■ Goal of the exercise ■
Produce a word-for-word copy of the listing below without its pictures.

■ Dataset extract ■
+++

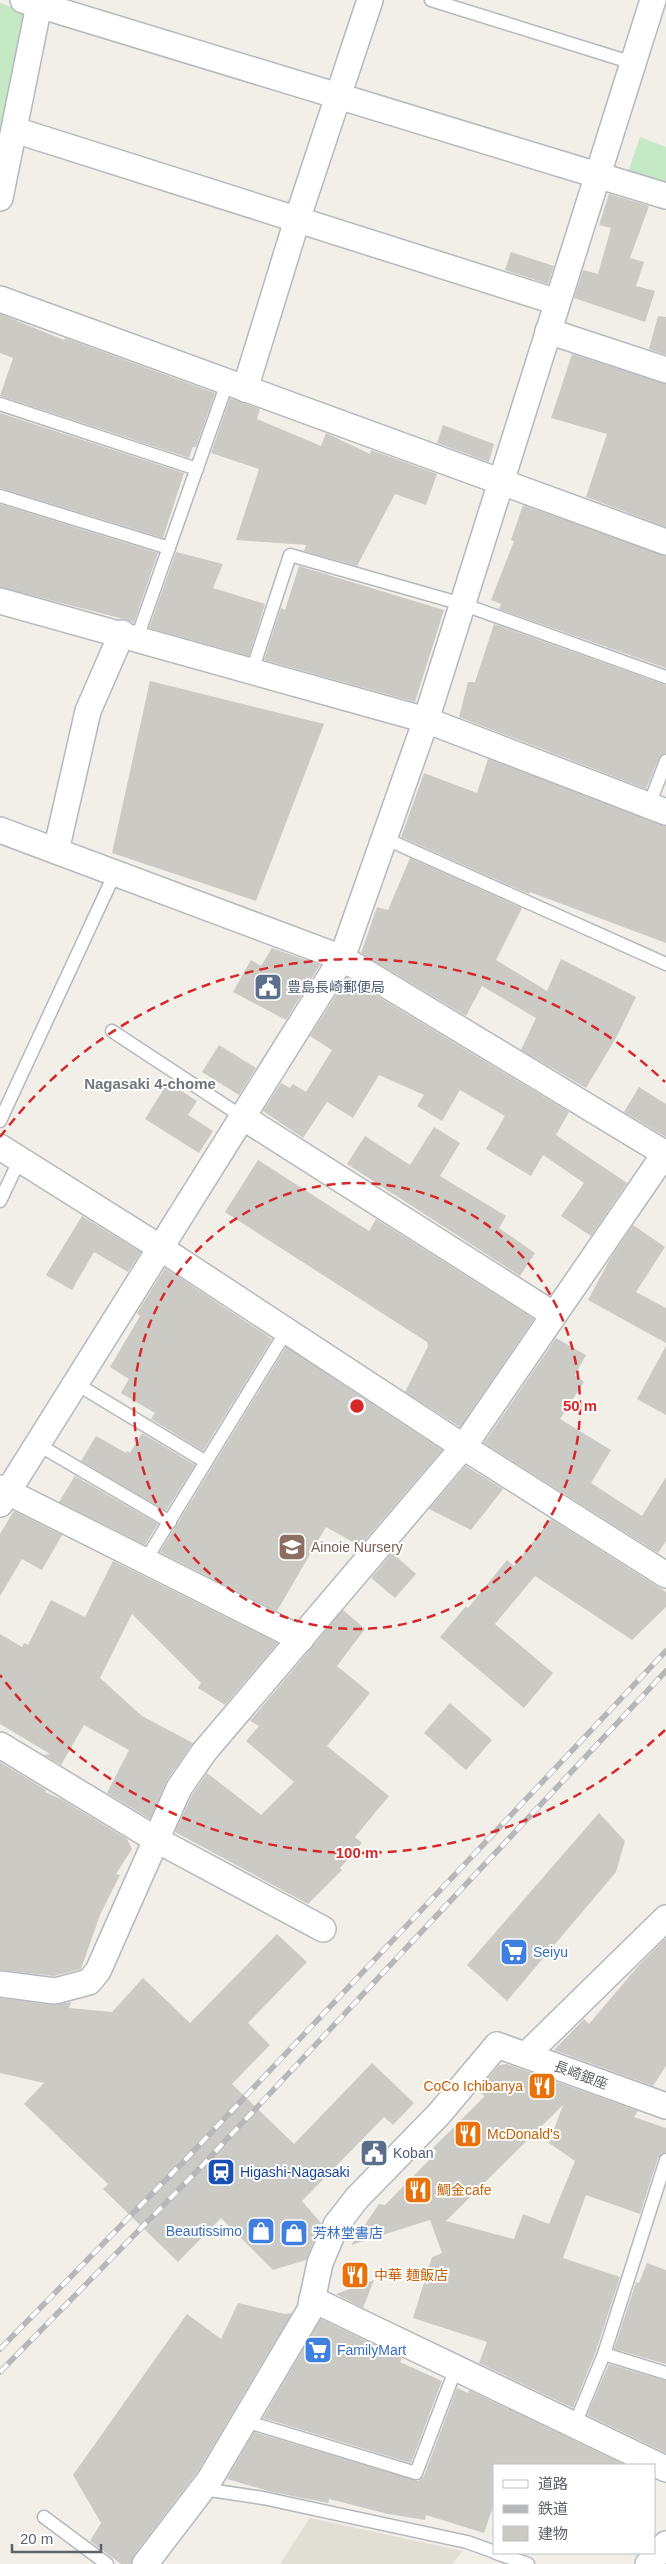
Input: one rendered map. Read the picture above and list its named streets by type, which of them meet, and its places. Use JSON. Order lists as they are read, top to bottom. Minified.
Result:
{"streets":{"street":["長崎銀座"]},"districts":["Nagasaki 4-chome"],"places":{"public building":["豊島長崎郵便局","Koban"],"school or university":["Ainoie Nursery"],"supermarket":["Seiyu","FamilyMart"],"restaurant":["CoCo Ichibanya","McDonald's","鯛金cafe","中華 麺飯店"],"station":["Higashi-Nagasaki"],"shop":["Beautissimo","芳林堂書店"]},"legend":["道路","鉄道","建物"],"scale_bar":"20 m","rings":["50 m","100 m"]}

+++

■ Answer box ■
Input: one rendered map. Read the picture above and list its named streets by type, which of them meet, and its places. Use JSON. Order lists as they are read, top to bottom. Minified.
Result:
{"streets":{"street":["長崎銀座"]},"districts":["Nagasaki 4-chome"],"places":{"public building":["豊島長崎郵便局","Koban"],"school or university":["Ainoie Nursery"],"supermarket":["Seiyu","FamilyMart"],"restaurant":["CoCo Ichibanya","McDonald's","鯛金cafe","中華 麺飯店"],"station":["Higashi-Nagasaki"],"shop":["Beautissimo","芳林堂書店"]},"legend":["道路","鉄道","建物"],"scale_bar":"20 m","rings":["50 m","100 m"]}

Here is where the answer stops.